**PROBLEM DETAILS**
Please go through the records below and return every line holding the word "roads".

**RECORDS SUPPLIED**
= Beginning of Section =

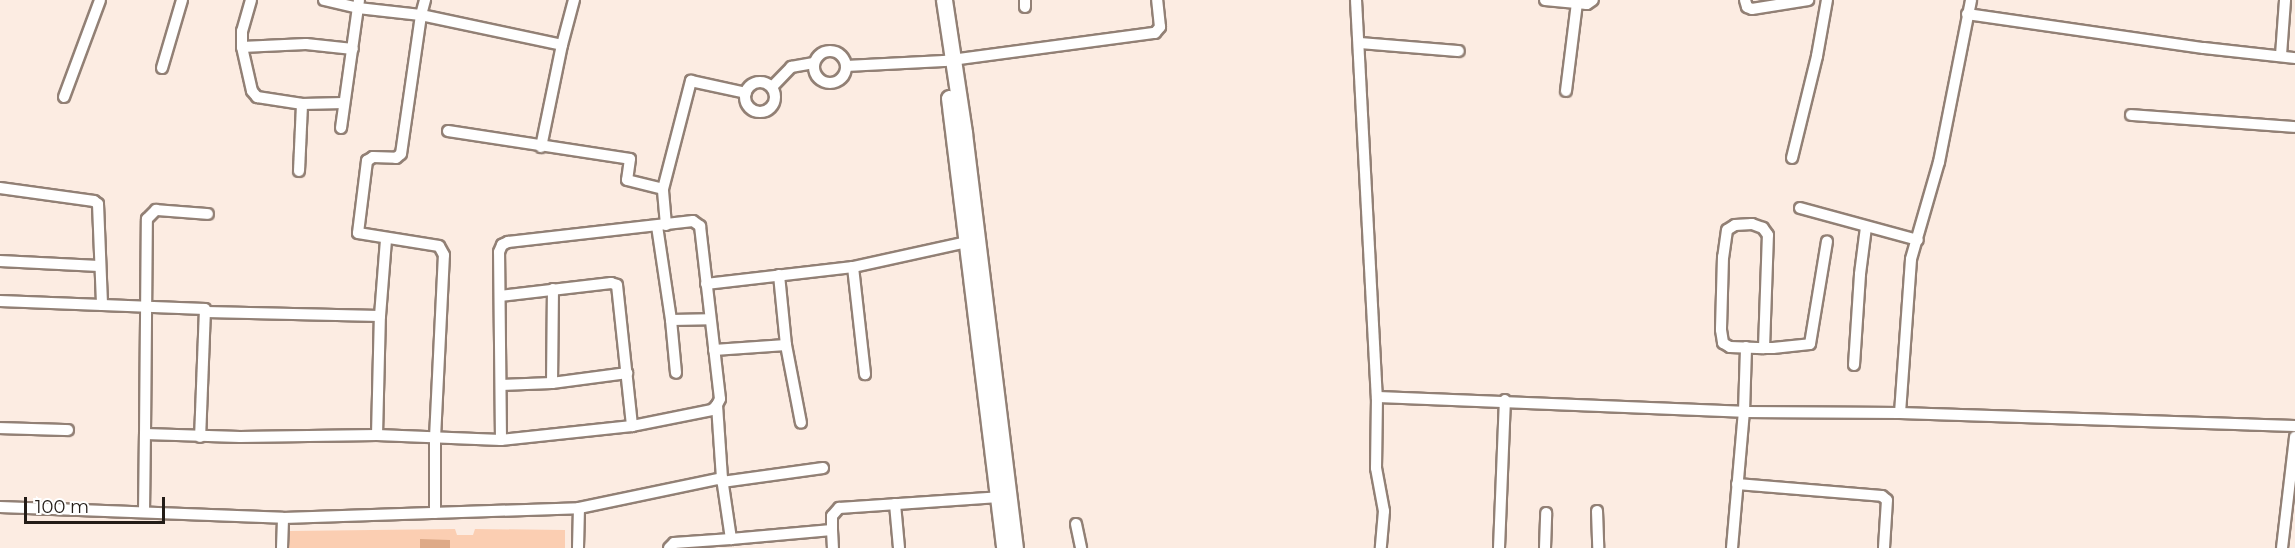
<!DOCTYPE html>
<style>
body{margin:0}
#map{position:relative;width:2295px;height:548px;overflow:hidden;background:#fcece2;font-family:Montserrat,sans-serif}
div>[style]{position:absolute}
.green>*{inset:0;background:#fbceb2}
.water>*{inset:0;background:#deaa88}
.roads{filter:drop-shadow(2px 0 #928075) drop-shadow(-2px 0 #928075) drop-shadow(0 2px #928075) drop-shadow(0 -2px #928075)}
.street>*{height:10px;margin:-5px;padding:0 5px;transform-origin:5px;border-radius:5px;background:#fff}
.street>.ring{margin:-5px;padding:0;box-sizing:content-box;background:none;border:10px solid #fff;border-radius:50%}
.secondary>*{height:15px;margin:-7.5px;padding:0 7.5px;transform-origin:7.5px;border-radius:7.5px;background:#fff}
span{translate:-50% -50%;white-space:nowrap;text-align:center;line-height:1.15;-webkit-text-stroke:5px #fff;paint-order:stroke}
.scale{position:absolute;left:24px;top:497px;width:141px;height:27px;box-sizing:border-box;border:3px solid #231c17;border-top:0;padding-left:8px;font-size:18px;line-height:21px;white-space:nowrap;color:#231c17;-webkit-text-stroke:4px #fff;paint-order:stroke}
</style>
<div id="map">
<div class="green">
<i style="clip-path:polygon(455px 529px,457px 535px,473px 535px,475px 529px,565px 530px,565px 548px,289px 548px,289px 531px)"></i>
</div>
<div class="water">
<i style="clip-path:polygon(420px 539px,450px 540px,450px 548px,420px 548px)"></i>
</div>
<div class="roads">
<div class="street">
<i style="left:251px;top:0;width:32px;rotate:106deg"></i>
<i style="left:242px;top:31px;width:16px;rotate:90deg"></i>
<i style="left:242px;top:47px;width:45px;rotate:77.2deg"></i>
<i style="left:252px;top:91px;width:8px;rotate:50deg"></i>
<i style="left:257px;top:97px;width:46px;rotate:8.8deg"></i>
<i style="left:302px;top:104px;width:42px;rotate:-1.4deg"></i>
<i style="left:324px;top:0;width:35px;rotate:13deg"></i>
<i style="left:358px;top:8px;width:63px;rotate:6.3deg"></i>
<i style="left:421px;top:15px;width:16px;rotate:-75deg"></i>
<i style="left:1356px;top:0;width:398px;rotate:87deg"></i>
<i style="left:1377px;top:397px;width:367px;rotate:2.3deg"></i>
<i style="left:1744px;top:412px;width:65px;rotate:-88.2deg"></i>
<i style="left:1545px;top:0;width:42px;rotate:5.4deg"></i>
<i style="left:1587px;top:4px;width:7px;rotate:-34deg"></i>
<i style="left:1745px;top:0;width:7px;rotate:74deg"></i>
<i style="left:1747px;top:7px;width:5px;rotate:22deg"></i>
<i style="left:1752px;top:9px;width:57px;rotate:-9.1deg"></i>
<i style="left:1025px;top:7px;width:7px;rotate:-90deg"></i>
<i style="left:1967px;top:14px;width:239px;rotate:8.2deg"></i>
<i style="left:2204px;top:48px;width:92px;rotate:6.3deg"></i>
<i style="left:1359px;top:43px;width:100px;rotate:4.6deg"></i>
<i style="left:242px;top:47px;width:64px;rotate:-2.7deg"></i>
<i style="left:306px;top:44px;width:47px;rotate:6.1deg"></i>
<i class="ring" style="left:814px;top:51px;width:22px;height:22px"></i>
<i style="left:2281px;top:55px;width:55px;rotate:-85.8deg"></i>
<i style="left:846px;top:66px;width:98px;rotate:-2.9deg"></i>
<i style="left:944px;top:61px;width:213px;rotate:-7.6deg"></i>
<i style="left:1155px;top:33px;width:8px;rotate:-50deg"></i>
<i style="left:1160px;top:27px;width:27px;rotate:-96deg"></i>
<i style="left:162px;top:68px;width:71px;rotate:-73.6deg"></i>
<i class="ring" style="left:745px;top:82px;width:20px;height:20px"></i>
<i style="left:772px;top:87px;width:28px;rotate:-46deg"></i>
<i style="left:791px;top:67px;width:23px;rotate:-10deg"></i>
<i style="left:1566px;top:91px;width:89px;rotate:-82.9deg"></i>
<i style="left:64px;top:97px;width:103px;rotate:-69.6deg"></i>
<i style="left:2131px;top:115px;width:164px;rotate:4.2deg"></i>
<i style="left:341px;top:128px;width:129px;rotate:-82deg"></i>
<i style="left:448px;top:131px;width:184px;rotate:8.7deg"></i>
<i style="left:630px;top:159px;width:21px;rotate:98deg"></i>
<i style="left:627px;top:180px;width:37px;rotate:14deg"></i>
<i style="left:541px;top:147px;width:104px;rotate:-78.4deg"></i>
<i style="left:1792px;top:158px;width:105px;rotate:-76.2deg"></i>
<i style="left:1817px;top:56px;width:57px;rotate:-79.9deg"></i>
<i style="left:299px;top:171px;width:67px;rotate:-87.4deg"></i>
<i style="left:0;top:188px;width:95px;rotate:7.9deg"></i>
<i style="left:94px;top:201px;width:5px;rotate:37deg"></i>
<i style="left:98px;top:204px;width:101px;rotate:87.7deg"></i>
<i style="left:102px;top:305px;width:103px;rotate:2.2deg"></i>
<i style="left:205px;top:309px;width:128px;rotate:92.2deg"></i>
<i style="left:1800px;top:208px;width:122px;rotate:15.2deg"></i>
<i style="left:693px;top:221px;width:9px;rotate:36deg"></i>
<i style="left:700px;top:226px;width:174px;rotate:83.4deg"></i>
<i style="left:720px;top:399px;width:7px;rotate:117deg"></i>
<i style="left:717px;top:405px;width:7px;rotate:135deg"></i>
<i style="left:712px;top:410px;width:82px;rotate:168.7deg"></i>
<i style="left:632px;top:426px;width:132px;rotate:173.9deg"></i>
<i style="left:501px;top:440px;width:188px;rotate:-90.6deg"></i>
<i style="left:499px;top:252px;width:8px;rotate:-67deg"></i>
<i style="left:502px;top:245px;width:7px;rotate:-27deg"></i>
<i style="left:508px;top:242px;width:186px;rotate:-6.5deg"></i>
<i style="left:666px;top:225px;width:36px;rotate:-95deg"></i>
<i style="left:663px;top:189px;width:112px;rotate:-75.5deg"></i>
<i style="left:691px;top:81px;width:56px;rotate:12.3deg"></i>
<i style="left:657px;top:226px;width:95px;rotate:81.5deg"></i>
<i style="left:671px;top:320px;width:53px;rotate:84.6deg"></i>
<i style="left:0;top:261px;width:99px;rotate:2.9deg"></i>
<i style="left:853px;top:267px;width:108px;rotate:83.6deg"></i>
<i style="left:779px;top:275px;width:70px;rotate:84.3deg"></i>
<i style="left:786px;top:345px;width:79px;rotate:79.1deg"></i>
<i style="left:706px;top:284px;width:148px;rotate:-6.6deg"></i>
<i style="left:853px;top:267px;width:117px;rotate:-12.4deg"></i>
<i style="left:500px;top:296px;width:112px;rotate:-6.7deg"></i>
<i style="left:611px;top:283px;width:6px;rotate:18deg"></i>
<i style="left:617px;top:285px;width:142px;rotate:83.9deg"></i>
<i style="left:0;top:301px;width:102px;rotate:2.2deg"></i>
<i style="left:206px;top:312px;width:174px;rotate:1.3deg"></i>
<i style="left:380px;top:316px;width:76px;rotate:-85.5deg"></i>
<i style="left:671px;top:320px;width:39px;rotate:-1deg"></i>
<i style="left:1764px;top:348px;width:113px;rotate:-88deg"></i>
<i style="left:1768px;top:235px;width:9px;rotate:-126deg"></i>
<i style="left:1763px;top:228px;width:12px;rotate:-160deg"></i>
<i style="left:1752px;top:224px;width:17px;rotate:177deg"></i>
<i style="left:1735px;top:225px;width:9px;rotate:148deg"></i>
<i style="left:1727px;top:230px;width:27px;rotate:98deg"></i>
<i style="left:1723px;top:257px;width:73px;rotate:91.6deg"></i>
<i style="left:1721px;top:330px;width:13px;rotate:81deg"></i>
<i style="left:1723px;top:343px;width:8px;rotate:30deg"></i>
<i style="left:1730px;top:347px;width:34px;rotate:2deg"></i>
<i style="left:1764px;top:348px;width:9px"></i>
<i style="left:1773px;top:348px;width:37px;rotate:-6deg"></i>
<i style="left:1810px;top:344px;width:104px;rotate:-80.6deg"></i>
<i style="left:714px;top:350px;width:72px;rotate:-4deg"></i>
<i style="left:1854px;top:365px;width:91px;rotate:-86.2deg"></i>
<i style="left:1860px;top:274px;width:47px;rotate:-82.7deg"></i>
<i style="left:552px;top:383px;width:94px;rotate:-89.4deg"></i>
<i style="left:501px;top:385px;width:51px;rotate:-2.2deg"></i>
<i style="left:552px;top:383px;width:76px;rotate:-7.6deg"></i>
<i style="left:1377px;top:397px;width:71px;rotate:90.8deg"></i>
<i style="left:1376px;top:468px;width:44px;rotate:79.5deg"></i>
<i style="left:1384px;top:511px;width:37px;rotate:95deg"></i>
<i style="left:717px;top:405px;width:73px;rotate:86.1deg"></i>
<i style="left:1900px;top:413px;width:154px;rotate:-85.9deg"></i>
<i style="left:1911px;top:259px;width:101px;rotate:-73.9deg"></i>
<i style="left:1939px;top:162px;width:165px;rotate:-78.8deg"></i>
<i style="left:0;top:428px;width:68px;rotate:1.7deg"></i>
<i style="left:145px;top:434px;width:215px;rotate:-89.5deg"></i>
<i style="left:147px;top:219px;width:13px;rotate:-45deg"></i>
<i style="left:156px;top:210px;width:52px;rotate:4.4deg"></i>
<i style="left:377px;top:435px;width:119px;rotate:-88.6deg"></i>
<i style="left:722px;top:482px;width:102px;rotate:-7.9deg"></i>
<i style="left:1737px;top:484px;width:145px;rotate:4.7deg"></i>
<i style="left:1882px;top:496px;width:6px;rotate:39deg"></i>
<i style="left:1887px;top:500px;width:48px;rotate:93.6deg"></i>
<i style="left:895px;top:504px;width:44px;rotate:84.8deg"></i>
<i style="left:0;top:507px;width:283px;rotate:2.2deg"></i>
<i style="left:283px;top:518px;width:296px;rotate:-1.9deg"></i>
<i style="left:579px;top:508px;width:146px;rotate:-11.8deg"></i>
<i style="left:722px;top:478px;width:62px;rotate:81.6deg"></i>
<i style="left:731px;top:539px;width:101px;rotate:-5.1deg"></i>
<i style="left:832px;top:530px;width:14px;rotate:-90deg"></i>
<i style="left:832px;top:516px;width:11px;rotate:-49deg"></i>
<i style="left:839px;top:508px;width:160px;rotate:-3.9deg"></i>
<i style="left:1597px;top:511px;width:37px;rotate:88deg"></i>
<i style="left:144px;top:512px;width:78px;rotate:-89.3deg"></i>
<i style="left:145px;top:434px;width:95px;rotate:1.8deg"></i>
<i style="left:240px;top:437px;width:137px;rotate:-0.8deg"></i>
<i style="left:377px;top:435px;width:124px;rotate:2.3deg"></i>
<i style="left:435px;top:513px;width:75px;rotate:-90deg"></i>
<i style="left:435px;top:438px;width:183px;rotate:-87.2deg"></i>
<i style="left:444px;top:255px;width:10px;rotate:-119deg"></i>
<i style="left:439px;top:246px;width:82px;rotate:-170.9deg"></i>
<i style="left:358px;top:233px;width:73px;rotate:-82.9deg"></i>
<i style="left:367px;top:161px;width:7px;rotate:-34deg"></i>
<i style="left:373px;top:157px;width:23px;rotate:2deg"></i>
<i style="left:396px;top:158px;width:6px;rotate:-39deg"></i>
<i style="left:401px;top:154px;width:140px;rotate:-81.8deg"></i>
<i style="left:421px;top:15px;width:144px;rotate:12deg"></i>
<i style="left:562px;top:45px;width:47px;rotate:-75.1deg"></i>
<i style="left:1076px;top:524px;width:25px;rotate:78deg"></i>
<i style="left:832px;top:530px;width:18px;rotate:87deg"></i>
<i style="left:282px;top:548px;width:30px;rotate:-88deg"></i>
<i style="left:578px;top:548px;width:40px;rotate:-88.6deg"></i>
<i style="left:669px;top:548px;width:7px;rotate:-45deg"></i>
<i style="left:674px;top:543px;width:57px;rotate:-4deg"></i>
<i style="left:1499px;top:548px;width:148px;rotate:-87.7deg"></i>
<i style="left:1545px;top:548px;width:35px;rotate:-88deg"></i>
<i style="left:1732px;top:548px;width:137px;rotate:-85deg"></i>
<i style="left:1744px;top:412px;width:156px;rotate:0.4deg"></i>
<i style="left:1900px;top:413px;width:395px;rotate:1.9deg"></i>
<i style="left:2282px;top:548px;width:112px;rotate:-83.3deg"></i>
</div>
<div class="secondary">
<i style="left:944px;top:0;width:134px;rotate:81.4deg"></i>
<i style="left:964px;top:133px;width:418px;rotate:83deg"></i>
<i style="left:949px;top:98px;width:453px;rotate:83deg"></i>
</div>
</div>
<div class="scale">100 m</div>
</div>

= End of Section =

**WRITTEN ANSWER**
.roads{filter:drop-shadow(2px 0 #928075) drop-shadow(-2px 0 #928075) drop-shadow(0 2px #928075) drop-shadow(0 -2px #928075)}
<div class="roads">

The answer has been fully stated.